# Exercise requirements
Report the lines of the material that carry the string "JSON".

# Exercise data

- - -

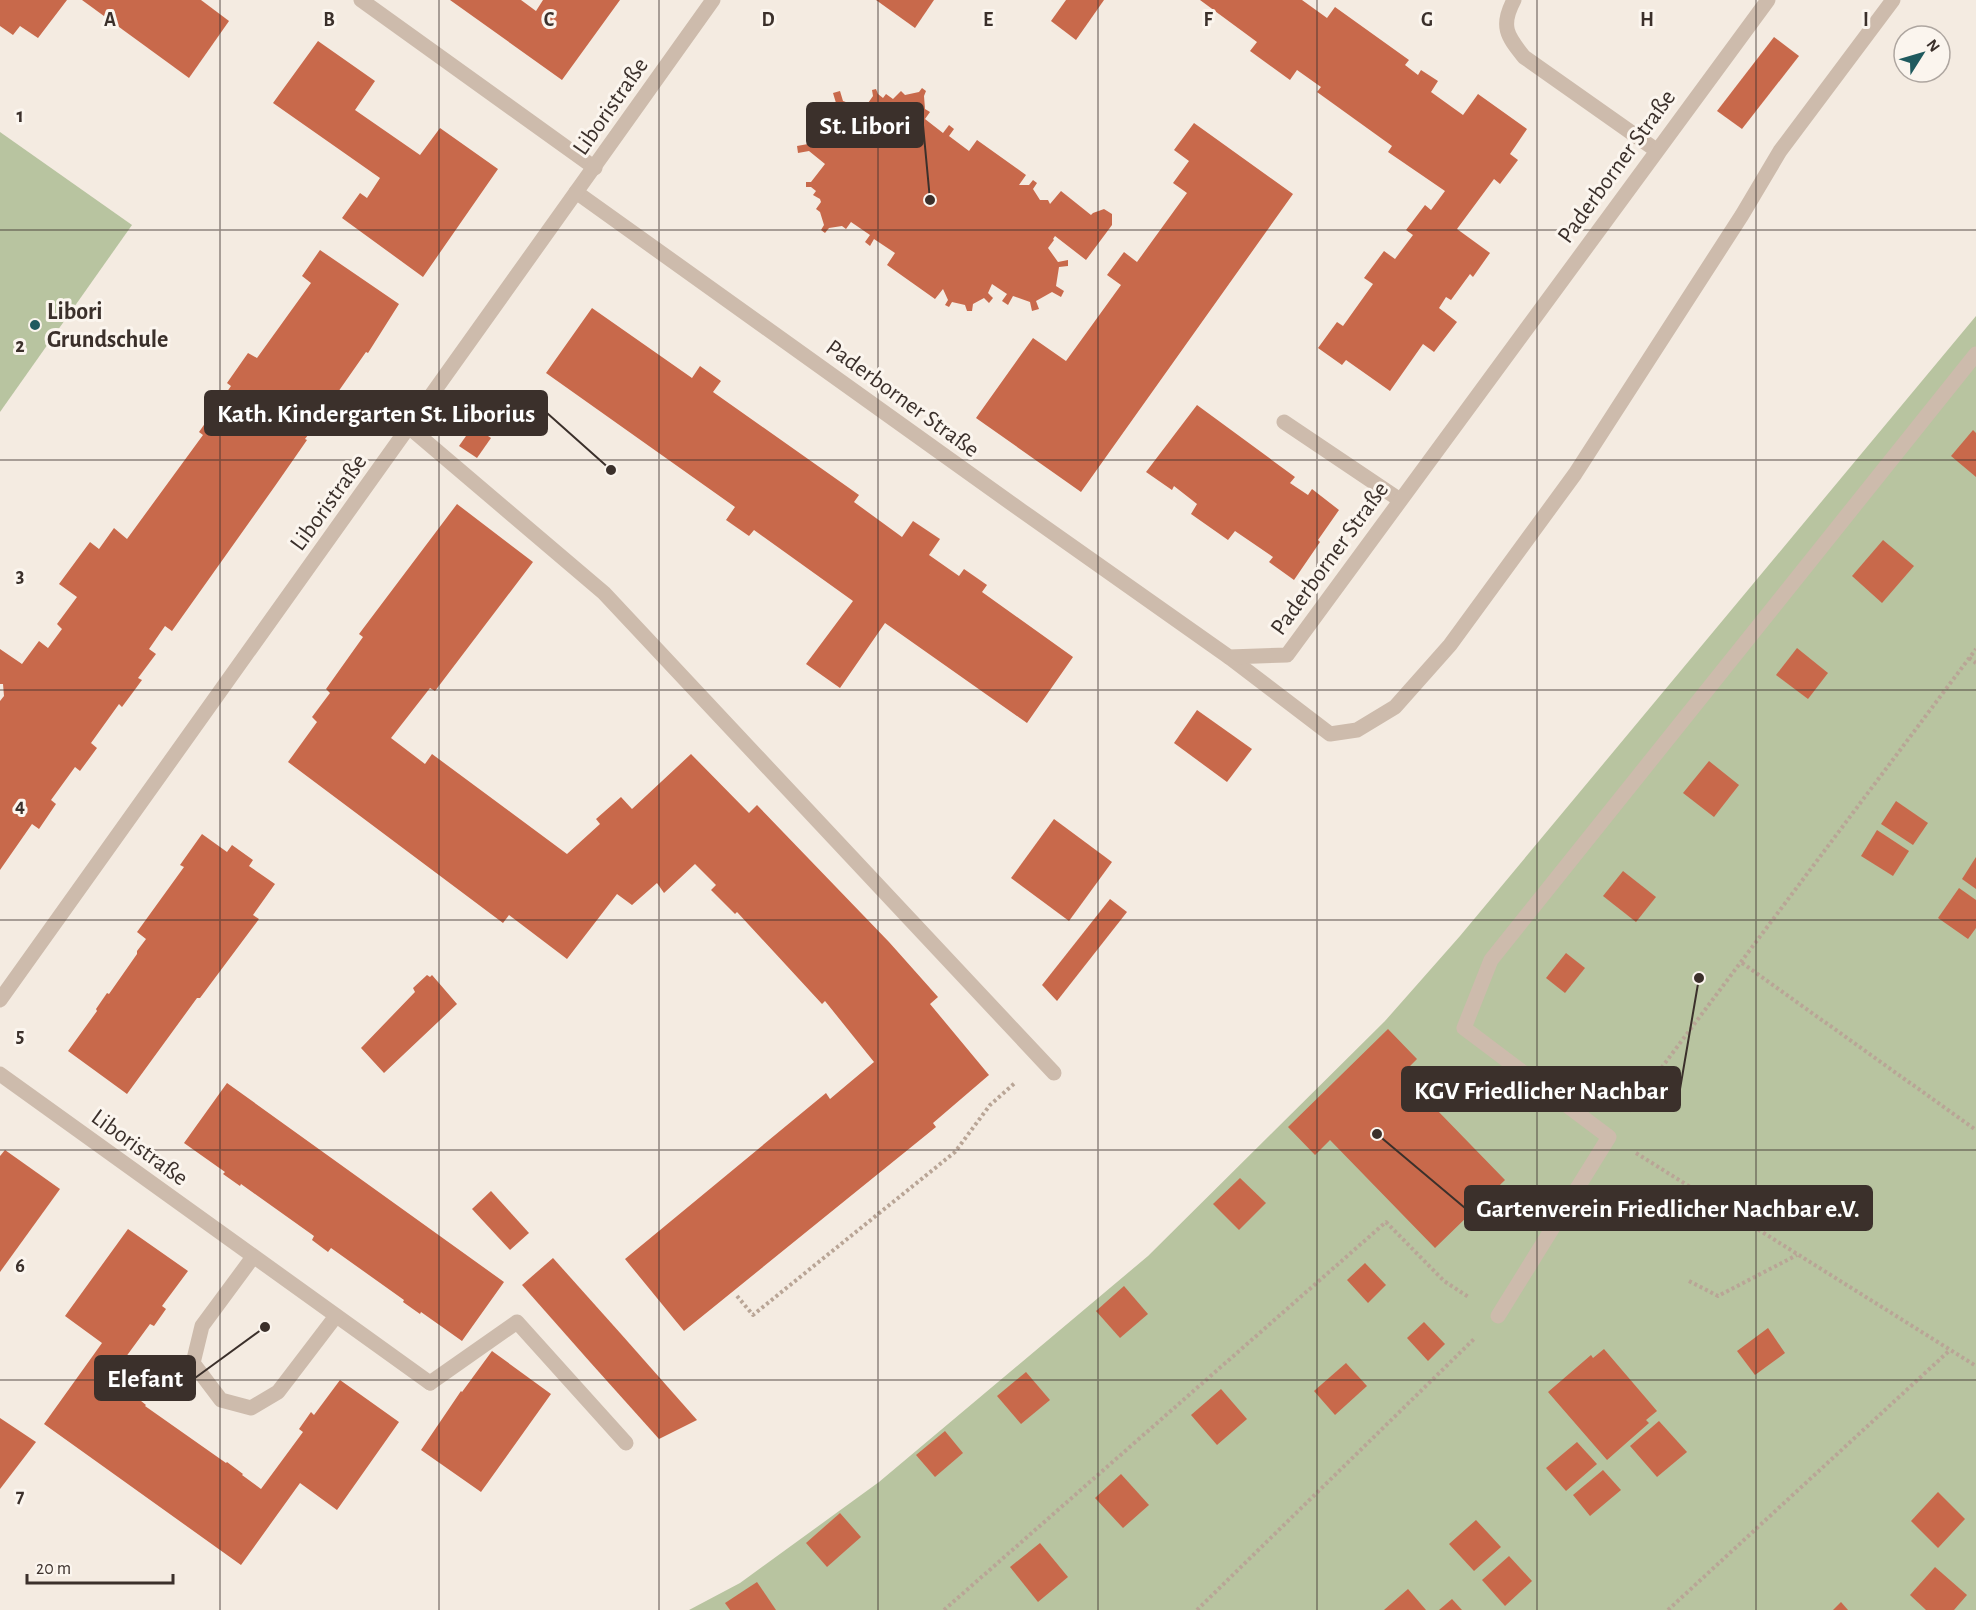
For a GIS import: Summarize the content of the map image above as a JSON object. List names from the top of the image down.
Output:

- - -

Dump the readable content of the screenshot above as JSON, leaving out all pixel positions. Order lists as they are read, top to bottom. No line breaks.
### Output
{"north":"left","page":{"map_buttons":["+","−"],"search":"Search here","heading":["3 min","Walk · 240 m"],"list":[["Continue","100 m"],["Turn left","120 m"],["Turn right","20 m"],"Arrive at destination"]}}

- - -

# Answer box
For a GIS import: Summarize the content of the map image above as a JSON object. List names from the top of the image down.
Dump the readable content of the screenshot above as JSON, leaving out all pixel positions. Order lists as they are read, top to bottom. No line breaks.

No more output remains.